» **Exercise aim**: The expected result is a word-for-word copy of the entries, minus any pictures.

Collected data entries
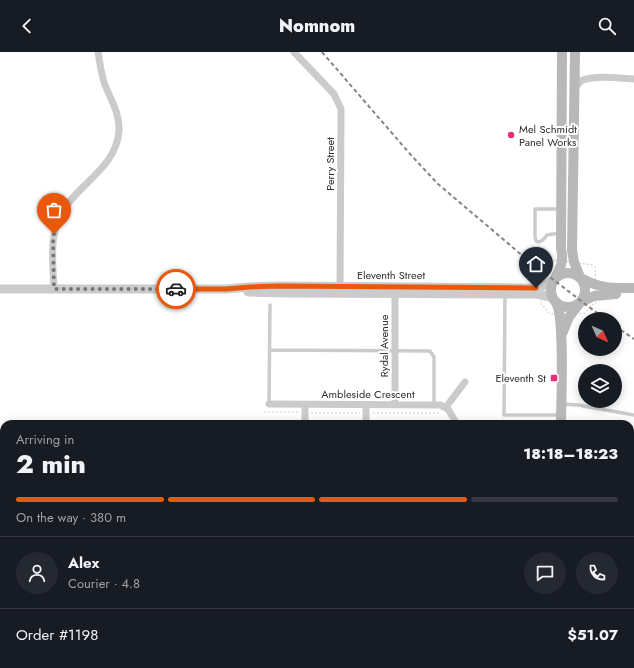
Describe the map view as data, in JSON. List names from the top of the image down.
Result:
{
  "streets": {
    "street": [
      "Perry Street",
      "Eleventh Street",
      "Rydal Avenue",
      "Ambleside Crescent"
    ]
  },
  "crossings": [
    ["Perry Street", "Eleventh Street"],
    ["Eleventh Street", "Rydal Avenue"],
    ["Rydal Avenue", "Ambleside Crescent"]
  ],
  "places": {
    "other": ["Mel Schmidt Panel Works"],
    "transit": ["Eleventh St"]
  },
  "north": "bottom right",
  "page": {
    "header": "Nomnom",
    "heading": ["2 min", "Arriving in", "18:18–18:23"],
    "panel": [
      "Alex",
      "Courier · 4.8",
      "Order #1198",
      "$51.07"
    ],
    "bar": "On the way · 380 m"
  }
}
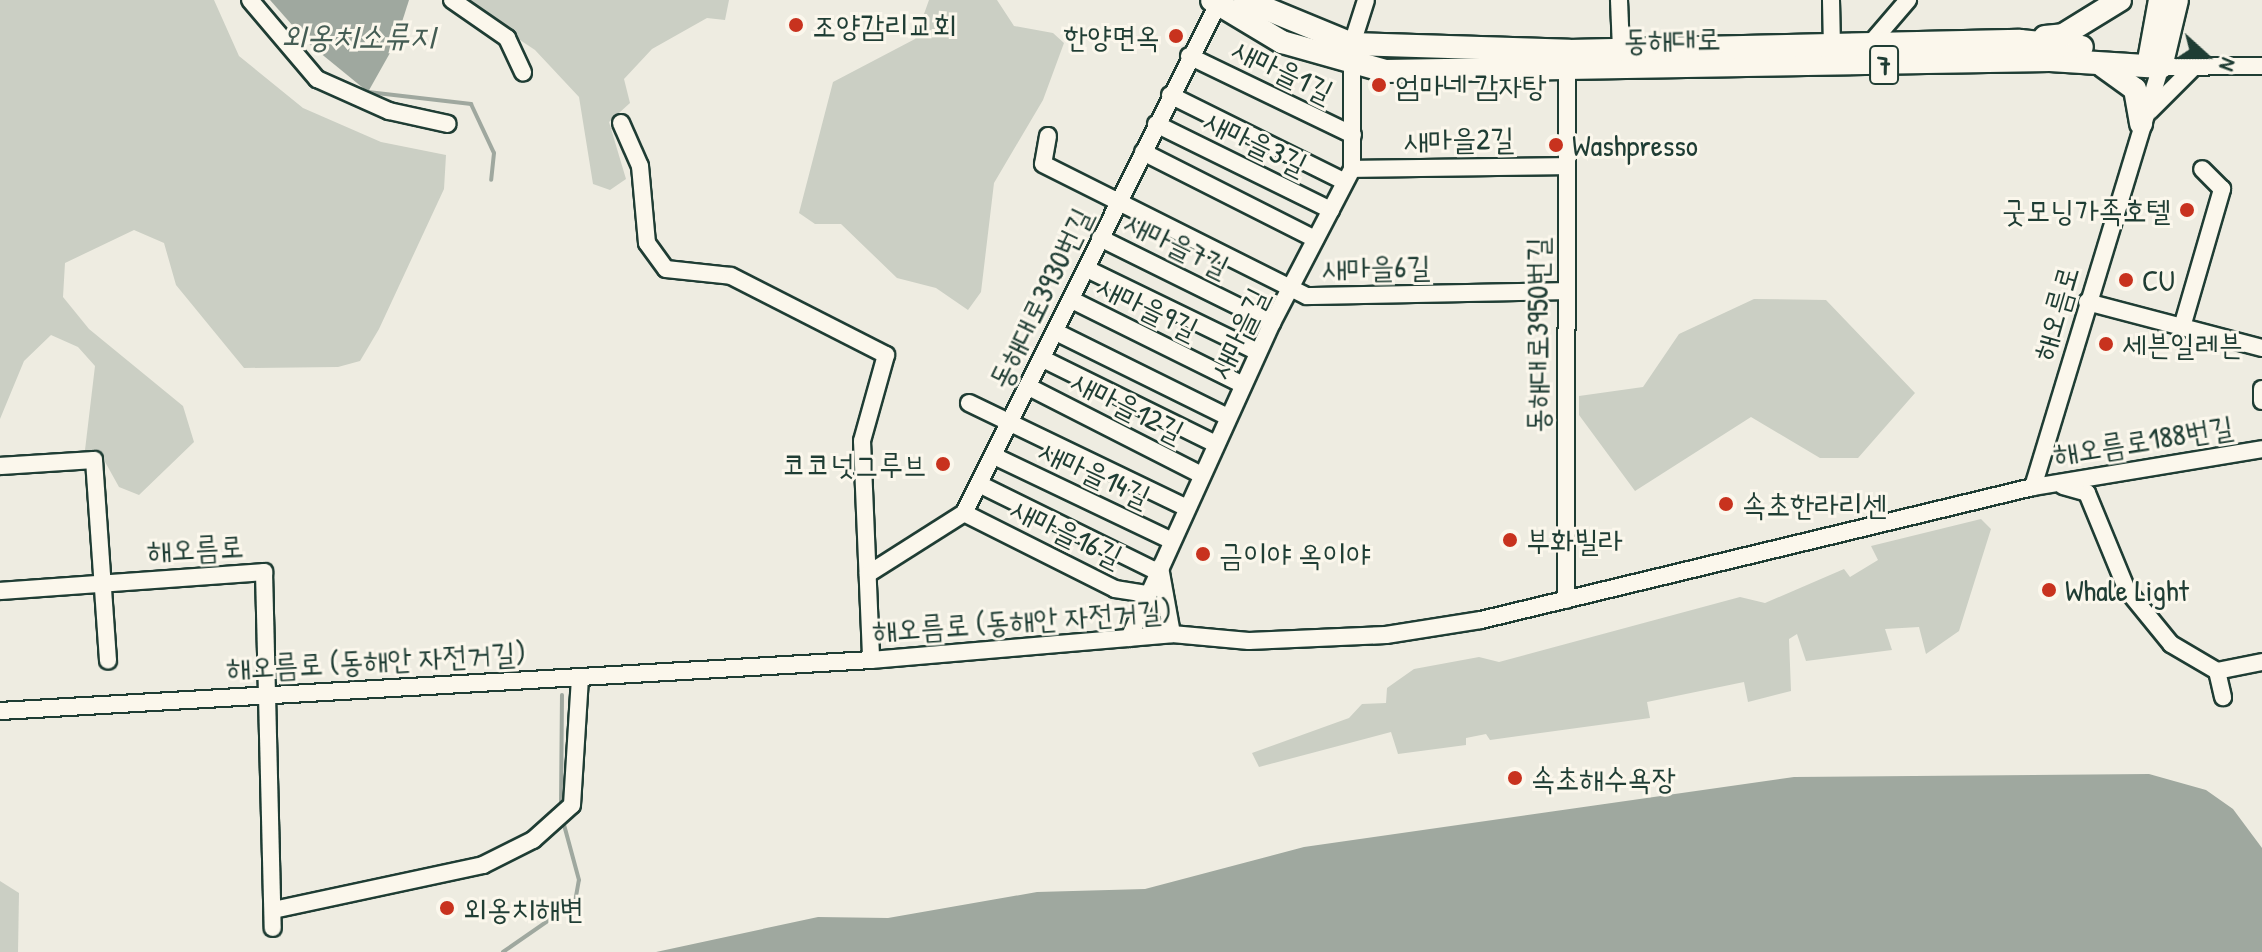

» **Solution for this task**:
Describe the map view as data, in JSON. List names from the top of the image down.
Result:
{
  "streets": {
    "street": [
      "Perry Street",
      "Eleventh Street",
      "Rydal Avenue",
      "Ambleside Crescent"
    ]
  },
  "crossings": [
    ["Perry Street", "Eleventh Street"],
    ["Eleventh Street", "Rydal Avenue"],
    ["Rydal Avenue", "Ambleside Crescent"]
  ],
  "places": {
    "other": ["Mel Schmidt Panel Works"],
    "transit": ["Eleventh St"]
  },
  "north": "bottom right",
  "page": {
    "header": "Nomnom",
    "heading": ["2 min", "Arriving in", "18:18–18:23"],
    "panel": [
      "Alex",
      "Courier · 4.8",
      "Order #1198",
      "$51.07"
    ],
    "bar": "On the way · 380 m"
  }
}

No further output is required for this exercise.